Storage Service

Database operations and ORM models for DGX Music.

Overview

The storage service provides SQLite-based persistence for:

  • Music generation jobs and their lifecycle
  • Prompt tracking and usage analytics
  • Metadata storage (BPM, key, genre, etc.)

Key Features

  • SQLAlchemy ORM: Type-safe database operations
  • Alembic migrations: Schema version control
  • Transaction support: Automatic commit/rollback
  • Prompt analytics: Track popular prompts
  • Status tracking: Full job lifecycle management

Quick Start

Initialize Database

from services.storage import init_db
 
init_db()

Or via CLI:

just db-init

Create a Generation

from services.storage import get_session, create_generation
 
with get_session() as session:
    gen = create_generation(
        session=session,
        prompt="hip hop beat at 140 BPM",
        model_name="musicgen-small",
        duration_seconds=16.0,
        sample_rate=32000,
        channels=2,
        file_path="outputs/gen_123.wav",
        metadata={"bpm": 140, "genre": "hip hop"}
    )
    print(f"Created: {gen.id}")

Query Generations

from services.storage import get_session, get_all_generations, GenerationStatus
 
with get_session() as session:
    # Get all pending jobs
    pending = get_all_generations(
        session,
        status=GenerationStatus.PENDING,
        limit=10
    )
 
    for gen in pending:
        print(f"{gen.id}: {gen.prompt}")

Update Status

from services.storage import get_session, complete_generation
 
with get_session() as session:
    complete_generation(
        session,
        generation_id="abc-123",
        generation_time=18.5,
        file_size_bytes=5000000,
        metadata={"bpm": 140}
    )

Module Structure

services/storage/
├── __init__.py          # Public API exports
├── schema.py            # SQL schema and status constants
├── models.py            # SQLAlchemy ORM models
├── database.py          # Database connection and CRUD operations
└── README.md           # This file

API Reference

Database Management

init_db(database_url: Optional[str] = None)

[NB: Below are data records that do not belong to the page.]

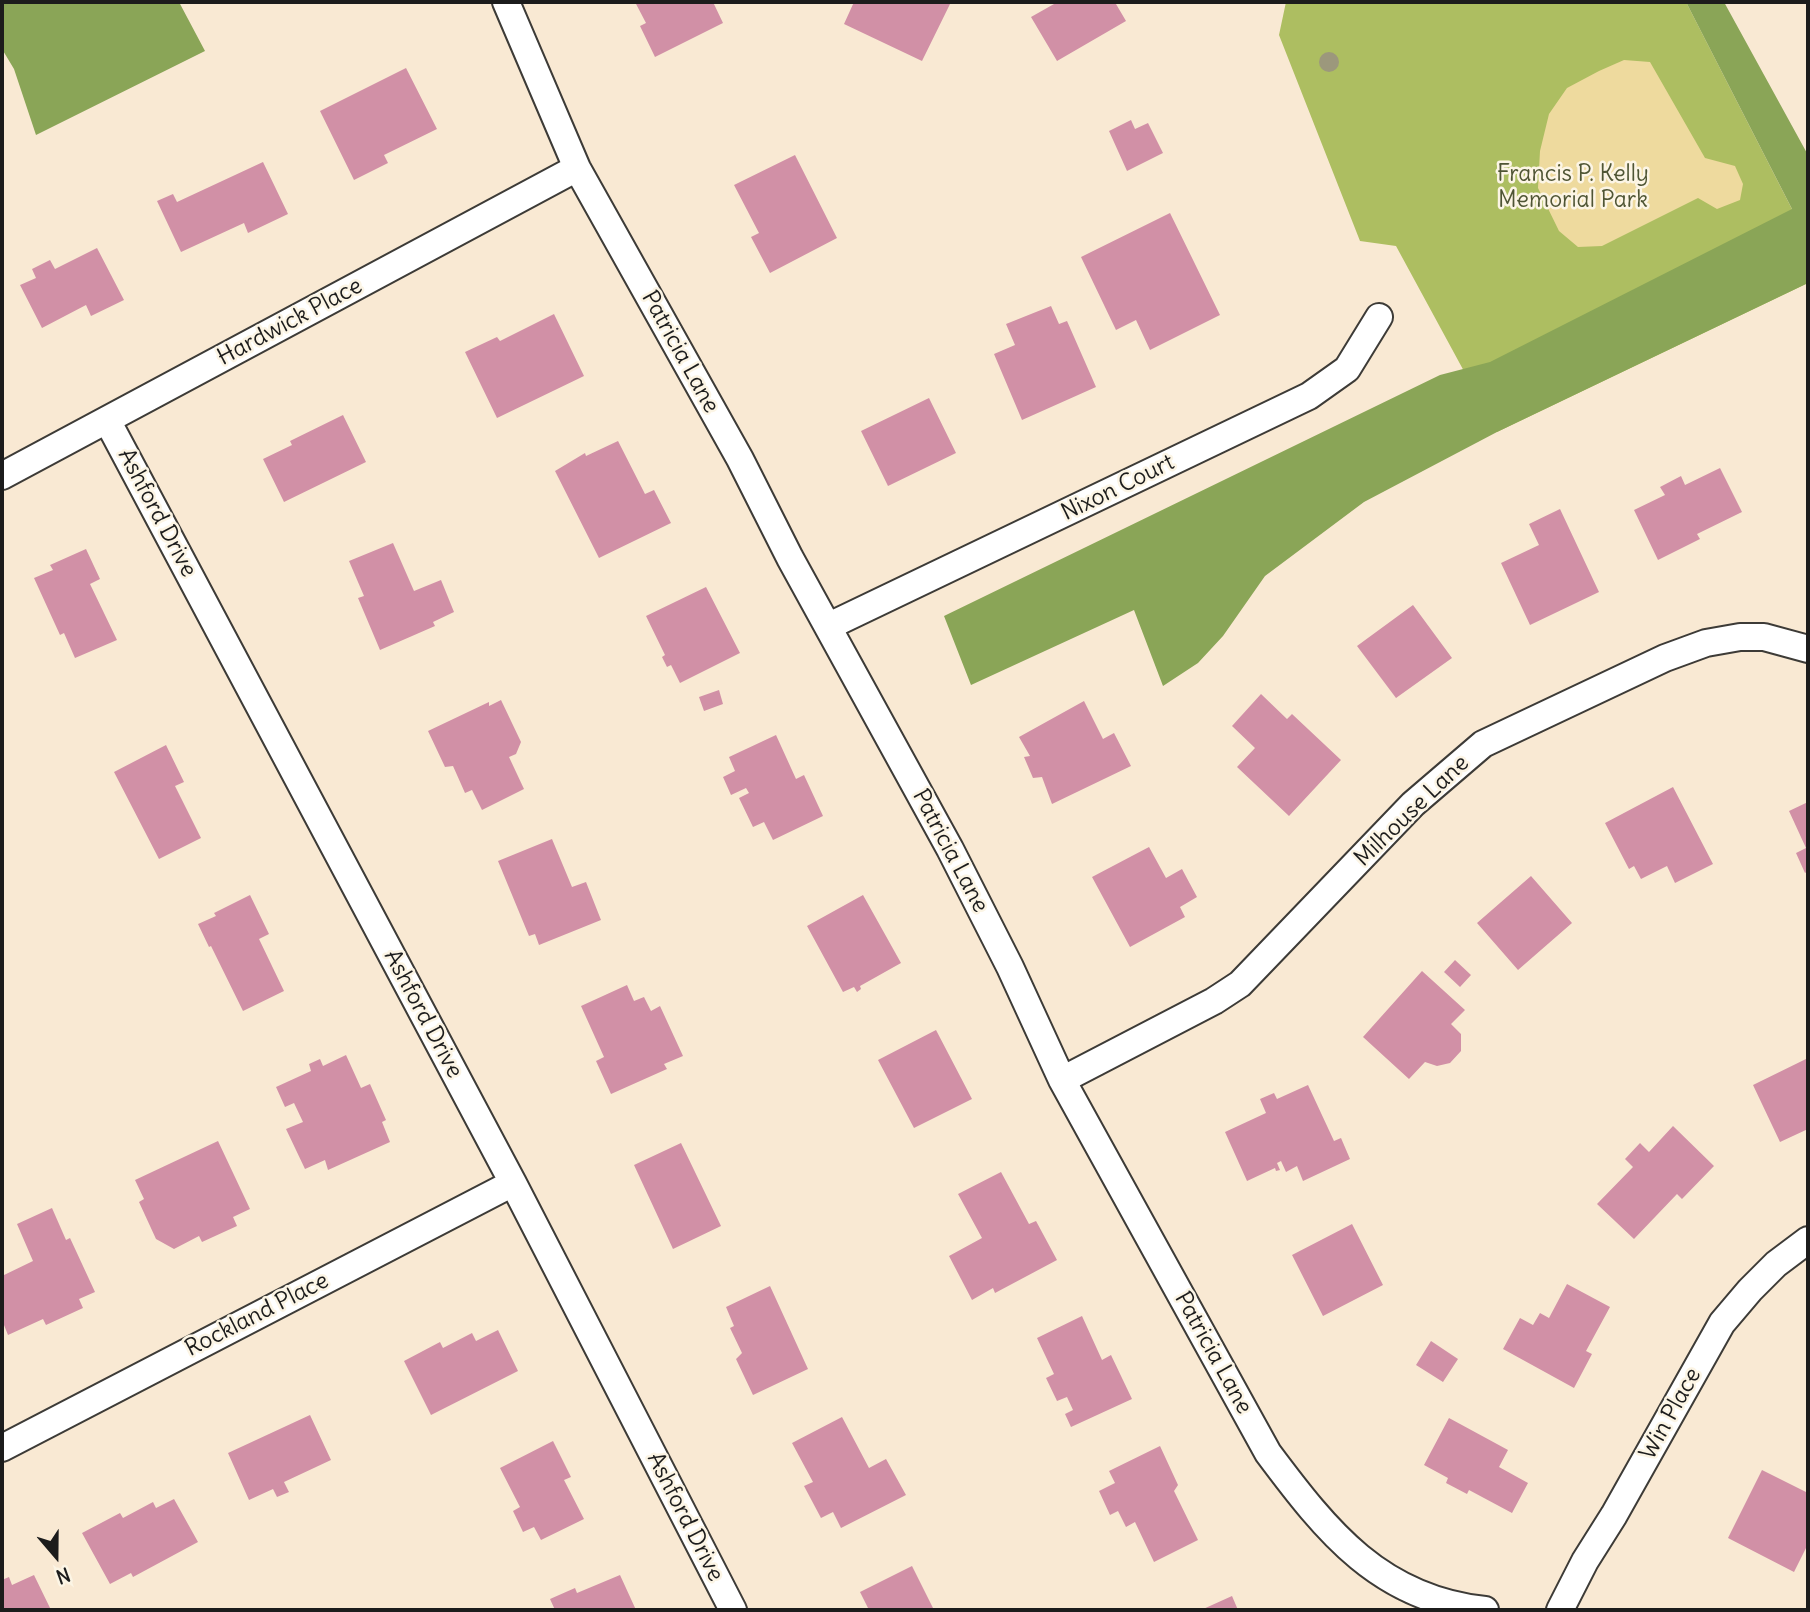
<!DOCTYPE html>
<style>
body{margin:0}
#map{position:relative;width:1810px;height:1612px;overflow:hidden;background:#f9e9d3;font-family:Delius,sans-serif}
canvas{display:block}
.frame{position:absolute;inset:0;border:4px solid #1c1c1c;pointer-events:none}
.north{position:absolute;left:21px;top:1521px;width:70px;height:70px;-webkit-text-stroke:5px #fcf5e5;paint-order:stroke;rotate:160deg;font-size:19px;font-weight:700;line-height:28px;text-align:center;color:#1c1c1c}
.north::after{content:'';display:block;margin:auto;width:24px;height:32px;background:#1c1c1c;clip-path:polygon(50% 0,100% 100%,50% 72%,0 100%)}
</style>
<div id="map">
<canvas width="1810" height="1612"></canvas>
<div class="frame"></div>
<div class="north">N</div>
</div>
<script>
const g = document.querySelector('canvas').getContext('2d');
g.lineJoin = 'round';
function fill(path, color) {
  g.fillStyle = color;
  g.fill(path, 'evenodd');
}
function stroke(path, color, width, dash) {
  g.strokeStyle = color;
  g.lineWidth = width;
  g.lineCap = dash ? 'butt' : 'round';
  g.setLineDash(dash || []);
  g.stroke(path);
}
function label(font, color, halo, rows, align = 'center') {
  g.font = font + ' Delius,sans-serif';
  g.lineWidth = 5;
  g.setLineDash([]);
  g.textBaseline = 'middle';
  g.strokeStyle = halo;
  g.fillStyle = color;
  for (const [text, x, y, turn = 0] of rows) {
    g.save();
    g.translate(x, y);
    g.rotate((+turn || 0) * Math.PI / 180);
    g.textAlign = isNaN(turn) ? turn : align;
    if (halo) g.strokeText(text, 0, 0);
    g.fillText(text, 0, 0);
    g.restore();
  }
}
const green = new Path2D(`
 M1286,2H1686L1795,215L1808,283L1497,432L1396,246L1360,241L1279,35Z`);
const forest = new Path2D(`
 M2,2H179L205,51L36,135L14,69L2,49Z
 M1686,2H1724L1808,155V283L1497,432L1364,502L1265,576L1223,636L1198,663L1163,686L1134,610L971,685L944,616L1440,375L1490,362L1792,209Z`);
const sand = new Path2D(`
 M1624,60L1650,62L1705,158L1735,166L1743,184L1740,200L1717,209L1698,198L1602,246L1578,247L1559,231L1538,188L1540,151L1549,114L1567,88L1599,71Z`);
const building = new Path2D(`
 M635,2H713L723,23L655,57L640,26L646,23Z
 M854,2H951L922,61L844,24Z
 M1053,2H1120L1116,4L1126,21L1057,61L1031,17L1054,4Z
 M406,68L437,129L384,155L388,163L354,180L320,111Z
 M1131,120L1135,129L1148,123L1163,153L1127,171L1109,131Z
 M795,155L837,238L770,273L751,237L759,233L734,185Z
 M263,162L288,214L248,233L244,223L181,252L157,201L173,194L177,202Z
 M1170,213L1220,315L1150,350L1136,320L1116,330L1081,257Z
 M97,248L124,300L91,316L86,305L42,328L20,285L36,278L32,269L50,260L55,269Z
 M1051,306L1059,324L1067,321L1096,387L1022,420L994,354L1015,345L1006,324Z
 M554,314L584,376L497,418L465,352L497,337L500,341Z
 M929,398L956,453L888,486L861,431Z
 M343,415L366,462L284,502L263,459L292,445L290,441Z
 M618,441L645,494L654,490L671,523L599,558L555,471L585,453L586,456Z
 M1720,468L1742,512L1697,534L1700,539L1658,560L1634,510L1665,495L1660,487L1681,476L1685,485Z
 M1560,509L1599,592L1530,625L1501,563L1539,545L1529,524Z
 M393,543L414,591L441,580L454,612L433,622L435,626L380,650L358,598L364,596L349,561Z
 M86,549L100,579L90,584L117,640L75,658L64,633L60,635L34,578L53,570L50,565Z
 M706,587L740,653L680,683L671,665L667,667L662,657L665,655L646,616Z
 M1413,605L1452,658L1396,698L1357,646Z
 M719,690L723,704L704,711L699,697Z
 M1261,694L1287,719L1292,714L1341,760L1289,816L1237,767L1255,748L1232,726Z
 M501,700L521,742L516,754L509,757L524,789L482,810L472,790L465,793L453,766L445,767L428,731L489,702V706Z
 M1084,701L1103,739L1114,733L1131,766L1052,804L1042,777L1033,778L1024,757L1030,756L1019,737Z
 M776,735L796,779L804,775L823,816L773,840L764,822L753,827L739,798L749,793L746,788L731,795L723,777L735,771L729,757Z
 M166,745L184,782L175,786L201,838L159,859L114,772Z
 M1673,787L1713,864L1675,883L1667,866L1641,879L1634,866L1629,869L1605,823Z
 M1808,802V871L1805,873L1796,853L1806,848L1789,811Z
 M552,839L572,887L586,882L601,920L539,945L535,934L529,936L498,861Z
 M1149,847L1166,878L1182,869L1197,897L1180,907L1185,917L1130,947L1092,877Z
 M1531,876L1572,923L1518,970L1477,923Z
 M250,895L269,934L259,939L284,991L243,1011L211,946L209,947L198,924L216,916L214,913Z
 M863,895L901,963L860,986L861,989L857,992L854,987L843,992L807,926Z
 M1455,960L1471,975L1460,987L1444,972Z
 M1422,971L1465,1010L1451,1024L1461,1034V1051L1450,1063L1437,1066L1425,1062L1409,1079L1363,1037Z
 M627,985L634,1001L644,997L651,1011L660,1006L683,1056L664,1064L667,1069L611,1094L596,1061L604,1057L581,1006Z
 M936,1030L972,1099L914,1128L878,1060Z
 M346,1055L361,1088L370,1084L386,1120L382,1122L390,1142L328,1170L325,1160L305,1169L286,1129L303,1122L294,1103L285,1107L276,1087L311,1071L309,1064L320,1059L323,1066Z
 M1808,1058V1129L1780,1142L1753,1085Z
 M1308,1085L1334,1141L1341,1138L1350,1159L1303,1181L1297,1166L1286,1172L1281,1161L1277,1163L1280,1170L1276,1171L1275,1168L1247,1181L1225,1132L1266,1113L1260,1099L1274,1093L1277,1099Z
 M1673,1126L1714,1166L1682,1199L1677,1194L1634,1239L1597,1204L1633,1167L1625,1159L1640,1143L1649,1152Z
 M218,1141L250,1209L233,1217L237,1226L202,1242L199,1236L174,1249L156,1239L139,1202L144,1199L135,1180Z
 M681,1143L721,1226L673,1249L634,1165Z
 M1001,1172L1029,1224L1036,1221L1057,1260L995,1293L993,1288L972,1300L949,1256L982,1238L958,1194Z
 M52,1208L66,1240L70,1238L95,1292L79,1299L83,1308L46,1325L43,1319L8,1335L2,1320V1276L33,1261L17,1224Z
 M1352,1224L1383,1285L1323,1316L1292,1255Z
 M1567,1284L1610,1307L1586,1351L1592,1354L1574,1388L1503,1349L1520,1318L1533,1325L1540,1313L1549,1318Z
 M770,1286L808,1369L753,1395L736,1359L742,1353L730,1328L734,1326L726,1307Z
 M1082,1316L1102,1360L1111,1355L1132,1399L1071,1427L1065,1414L1073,1410L1067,1397L1057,1401L1046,1378L1054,1374L1037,1338Z
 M498,1330L518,1371L431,1415L404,1361L440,1342L443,1348L472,1333L476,1341Z
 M1431,1341L1458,1359L1443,1382L1416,1365Z
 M310,1415L331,1460L284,1482L289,1492L277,1497L273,1489L249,1500L228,1453Z
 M842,1417L869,1468L886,1459L906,1495L841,1528L833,1512L821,1518L804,1486L813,1482L792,1443Z
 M1449,1418L1508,1450L1499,1467L1528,1483L1512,1513L1469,1490L1467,1494L1446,1483L1448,1478L1424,1465Z
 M553,1441L571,1477L564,1480L584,1519L541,1540L534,1527L523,1532L513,1511L520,1507L500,1468Z
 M1160,1446L1178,1485L1174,1491L1198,1540L1154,1562L1135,1522L1126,1527L1118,1511L1110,1515L1099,1491L1115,1483L1109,1471Z
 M1762,1470L1808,1493V1544L1794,1572L1728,1538Z
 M174,1499L198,1542L133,1577L131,1573L110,1584L82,1533L120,1513L123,1518L153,1502L156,1508Z
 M912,1566L934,1610H869L860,1592Z
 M34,1575L51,1610H2V1580L9,1577L12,1585Z
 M620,1575L636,1610H555L550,1599L575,1588L577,1593Z
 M1232,1596L1238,1610H1201Z`);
const minor = new Path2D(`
 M506,2L577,168L740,459L790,558L950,849L1010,967L1062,1080L1268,1453C1327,1532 1380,1599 1485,1610
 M107,420L513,1183L733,1610
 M2,476L577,168
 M829,626L1309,396L1347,369L1379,317
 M1062,1080L1214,1001L1240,984L1413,804L1483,744L1665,658L1706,643L1740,637H1764L1808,649
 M2,1448L513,1183
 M1560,1610L1585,1561L1614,1515L1722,1323L1750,1290L1776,1264L1808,1240`);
const trees = [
 [1329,62]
];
const parkNames = [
 ["Francis P. Kelly",1573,174],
 ["Memorial Park",1573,200]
];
const streetNames = [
 ["Hardwick Place",290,322,-28],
 ["Patricia Lane",680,352,61],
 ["Nixon Court",1118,488,-26],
 ["Ashford Drive",157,513,62],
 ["Milhouse Lane",1412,811,-44],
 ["Patricia Lane",950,851,62],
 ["Ashford Drive",423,1014,62],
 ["Rockland Place",257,1315,-27],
 ["Patricia Lane",1213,1353,61],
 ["Win Place",1671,1414,-61],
 ["Ashford Drive",685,1517,63]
];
fill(green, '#adbe61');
fill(forest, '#8aa557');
fill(sand, '#eeda9e');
fill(building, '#d190a6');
stroke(minor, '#3d3b37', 30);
stroke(minor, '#fff', 26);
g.fillStyle = '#9c987c';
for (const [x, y] of trees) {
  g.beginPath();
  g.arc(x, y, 10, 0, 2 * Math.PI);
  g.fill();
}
label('23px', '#4f5534', '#fcf5e5', parkNames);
label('23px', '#1c1c1c', '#fcf5e5', streetNames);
</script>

Initialize the database and create tables.

Parameters:

  • database_url: Optional database URL (default: sqlite:///data/generations.db)

Example:

init_db()  # Use default
init_db("sqlite:///custom.db")  # Custom path

get_session() -> Generator[Session, None, None]

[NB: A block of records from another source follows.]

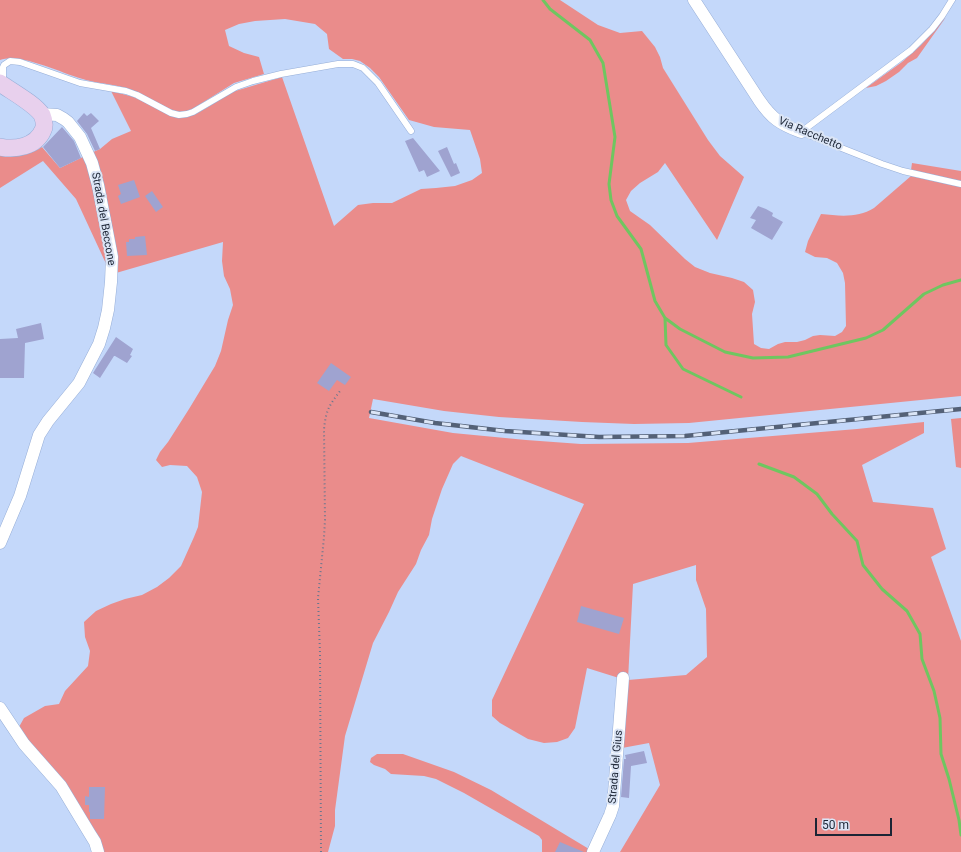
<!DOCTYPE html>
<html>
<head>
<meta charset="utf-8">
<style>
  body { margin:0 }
  #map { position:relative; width:961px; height:852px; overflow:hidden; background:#c4d8fa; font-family:Roboto,sans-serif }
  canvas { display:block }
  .scale { position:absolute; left:815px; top:818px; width:77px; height:18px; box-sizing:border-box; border:2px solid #1c2535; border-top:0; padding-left:5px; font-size:12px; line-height:14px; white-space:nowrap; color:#1c2535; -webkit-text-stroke:3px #dbe5f6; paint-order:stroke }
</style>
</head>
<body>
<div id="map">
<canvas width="961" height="852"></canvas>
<div class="scale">50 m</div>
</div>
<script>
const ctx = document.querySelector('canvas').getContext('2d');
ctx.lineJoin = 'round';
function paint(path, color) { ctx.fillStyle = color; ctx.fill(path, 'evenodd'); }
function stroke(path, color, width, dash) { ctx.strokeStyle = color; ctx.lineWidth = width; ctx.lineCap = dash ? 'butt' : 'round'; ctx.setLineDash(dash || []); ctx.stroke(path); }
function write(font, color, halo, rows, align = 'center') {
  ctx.font = font + ' Roboto,sans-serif'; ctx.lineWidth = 4; ctx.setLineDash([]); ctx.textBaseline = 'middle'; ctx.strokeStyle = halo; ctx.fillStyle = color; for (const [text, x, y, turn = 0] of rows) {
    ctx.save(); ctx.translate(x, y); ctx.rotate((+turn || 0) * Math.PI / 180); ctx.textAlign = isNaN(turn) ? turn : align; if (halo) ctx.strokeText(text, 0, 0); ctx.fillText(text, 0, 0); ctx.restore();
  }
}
const green = new Path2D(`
  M0,0h560l38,25 22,8 22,-2 13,16 5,10 3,11 45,72 12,16 24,21 -27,63 -52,-77 -7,9 -18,11 -9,8 -5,9 4,11 20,14 35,34 10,8 15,6 22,5 12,4 9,8 2,12 -3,12 2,30 7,4 8,1 9,-5 7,-2h12l8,-2 8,-4 7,-1 15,1 7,-4 4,-6 -1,-43 -2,-10 -6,-10 -10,-5 -12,-1 -10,-5 3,-11 13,-27c19,2 37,4 53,-6l37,-32 50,11v209l-272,27 -55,1 -52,-2 -83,-5 -55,-6 -71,-12 -4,19 84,15 73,7 55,4 107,-1 169,-14 67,-7v11l-62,32 11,37 60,6 13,41 -15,8 30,84v211h-341l40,-67 -11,-42 -27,5 -3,-70 -32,-10 -12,60 -7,10 -11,4 -13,1 -16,-4 -28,-16 -8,-7v-16l92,-196 -123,-48 -8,8 -11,25 -10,30 -3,16 -8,15 -5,14 -18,28 -9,20 -16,31 -28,93 -10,74v16l-7,26h-225l-84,-125 5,-9 21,-12 14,-2 6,-13 23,-25 2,-15 -5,-14 -1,-15 12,-11 15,-7 14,-5 17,-4 15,-8 12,-9 12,-12 13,-29 4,-10 4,-35 -5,-15 -10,-11 -17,-1 -8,2 -6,-7 4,-8 8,-10 21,-33 26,-43 6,-15 7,-31 5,-15 -3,-16 -6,-13 -2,-15 1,-19 -107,31 -25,-120 9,-4 12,-10 19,-8 -20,-40 23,6 32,16 28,2 14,-8 24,-15 50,-15 52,149 24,-21 15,-2h19l29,-14 15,-1 19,-2 17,-6 10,-7 -2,-14 -10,-29 -36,-3 -25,-7 -30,-43 -9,-9 -10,-7 -8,-2h-9l-14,-10 -2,-15 -12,-10 -30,-5 -30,2 -16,3 -14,6 4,16 15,7 15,4 5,17 -30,9 -43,27 -12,3 -7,-3c-14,-7 -27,-14 -41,-20 -15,-6 -31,-6 -45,-10 -24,-6 -63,-27 -86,-20zM696,565v15l10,29 1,48 -21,18 -58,5 5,-96z
  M946,17l-29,41 -9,5 -9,9 -13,9 -10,5 -10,2 36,-26 19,-17z
  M42,147l18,21 25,-12 6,16 17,96 -32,-69 -33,-38 -43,27v-35c17,1 28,3 42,-6z
  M912,163l49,8v10l-50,-11z
  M961,418v50l-5,-1 -5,-48z
  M377,754h26l51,18 37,18 98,59 -2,3h-45v-12l-3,-4 -75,-43 -28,-14 -12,-3 -33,-2 -6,-5 -11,-4 -4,-3 1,-4z`);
const stream = new Path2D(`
  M543,0l7,9 40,31 13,23 12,74 -6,47 2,16 6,16 24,33 14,52 10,17 15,11 45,23 28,6 35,-1 78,-19 17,-8 41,-36 19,-9 18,-5
  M665,318l1,27 17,24 58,28
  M759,464l35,13 23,17 15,20 25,27 6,24 19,24 25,22 13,23 2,25 12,32 6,27 1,36 8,25 10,41 2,15`);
const building = new Path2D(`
  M84,113l3,3 4,-3 8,8 -8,7 9,21 -5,2 -8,-17 -10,-13z
  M62,127l12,14 7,17 -21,10 -17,-21z
  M413,138l27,33 -13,6 -3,-7 -5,2 -14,-31z
  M447,147l7,17 2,-1 4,10 -9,4 -13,-26z
  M134,180l6,17 -19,7 -3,-8 3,-2 -3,-9z
  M152,191l11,16 -7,5 -11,-16z
  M758,206l8,3 7,4 -1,3 11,6 -11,18 -21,-12 5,-8 -6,-2z
  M145,236l2,19 -20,1 -1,-14h3v-3h6v-2z
  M41,323l3,16 -19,4 -1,35h-24v-39l18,-1 -2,-9z
  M116,337l17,12 -3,6 2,1 -5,7 -12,-7h-1l-14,22 -7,-5z
  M331,363l20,14 -6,8 -8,-5 -8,11 -12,-8z
  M581,606l43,12 -5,16 -42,-12z
  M644,751l3,12 -16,3 -2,32 -8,-1 3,-38h2l-1,-4z
  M89,787h16l-1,32h-14v-7h-1v-7h-4v-9l4,1z
  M560,842l24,10h-29z`);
const path = new Path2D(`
  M321,852l-1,-199 -2,-55 6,-61 1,-17 -1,-91c2,-19 5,-23 16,-38`);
const lane = new Path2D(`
  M3,83v-16l1,-2 6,-4 10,1 60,21 46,8 11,4 34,18 8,2 8,-1 6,-2 43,-25 17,-6 28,-7 57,-10h15l10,4 15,15 33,48
  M801,132l110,-82 21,-21 10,-13 10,-16
  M801,132l81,32 21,7 58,13`);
const street = new Path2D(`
  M694,0l65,100c13,19 21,24 42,32
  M0,543l20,-47 19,-61 9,-14 31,-38 20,-39 5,-16 4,-18 3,-28 1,-25 -14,-72 -6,-22 -12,-26 -12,-15 -4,-3 -7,-4 -16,-1
  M0,708l24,36 37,42 29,48 5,8 3,10
  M593,852l17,-37 3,-9 10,-128`);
const secondary = new Path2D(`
  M0,83c11,8 35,21 42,32 2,5 3,11 1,15 -7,17 -28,20 -43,17`);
const rail = new Path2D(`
  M371,412l64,11 70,8 94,6 86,-1 276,-27`);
const streetNames = [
  ["Via Racchetto",810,134,23],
  ["Strada del Beccone",103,219,80],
  ["Strada del Gius",616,767,-85]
];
paint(green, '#ea8c8b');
stroke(stream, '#6fc660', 3);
paint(building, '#9fa3d0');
stroke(lane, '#96aed7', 7);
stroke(street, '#96aed7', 13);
stroke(secondary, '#96aed7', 18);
stroke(path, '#69778f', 2, [1, 3]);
stroke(lane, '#fff', 6);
stroke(street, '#fff', 12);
stroke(secondary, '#e8d0ed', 17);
stroke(rail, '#546177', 4.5);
stroke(rail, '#dbe5f6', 3, [9]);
write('11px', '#1c2535', '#dbe5f6', streetNames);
</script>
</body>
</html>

Context manager for database sessions with automatic commit/rollback.

Example:

with get_session() as session:
    # Your database operations
    gen = create_generation(session, ...)
    # Auto-commit on success, rollback on error

reset_database()

Drop and recreate all tables. WARNING: Deletes all data!

get_database_stats(session: Session) -> Dict[str, Any]

Get database statistics (counts by status, total prompts).

Generation CRUD

create_generation(...) -> Generation

Create a new generation record.

Required Parameters:

  • session: Database session
  • prompt: User’s text prompt
  • model_name: AI model name
  • duration_seconds: Target duration
  • sample_rate: Audio sample rate
  • channels: Number of channels (1 or 2)
  • file_path: Path to output file

Optional Parameters:

  • model_version: Model version string
  • metadata: Dictionary of metadata

Returns: Created Generation object

get_generation(session: Session, generation_id: str) -> Optional[Generation]

Retrieve a generation by ID.

get_all_generations(session, limit=100, offset=0, status=None) -> List[Generation]

Get all generations with optional filtering.

update_generation_status(session, generation_id, status, error_message=None)

Update generation status.

complete_generation(session, generation_id, generation_time, file_size_bytes, metadata=None)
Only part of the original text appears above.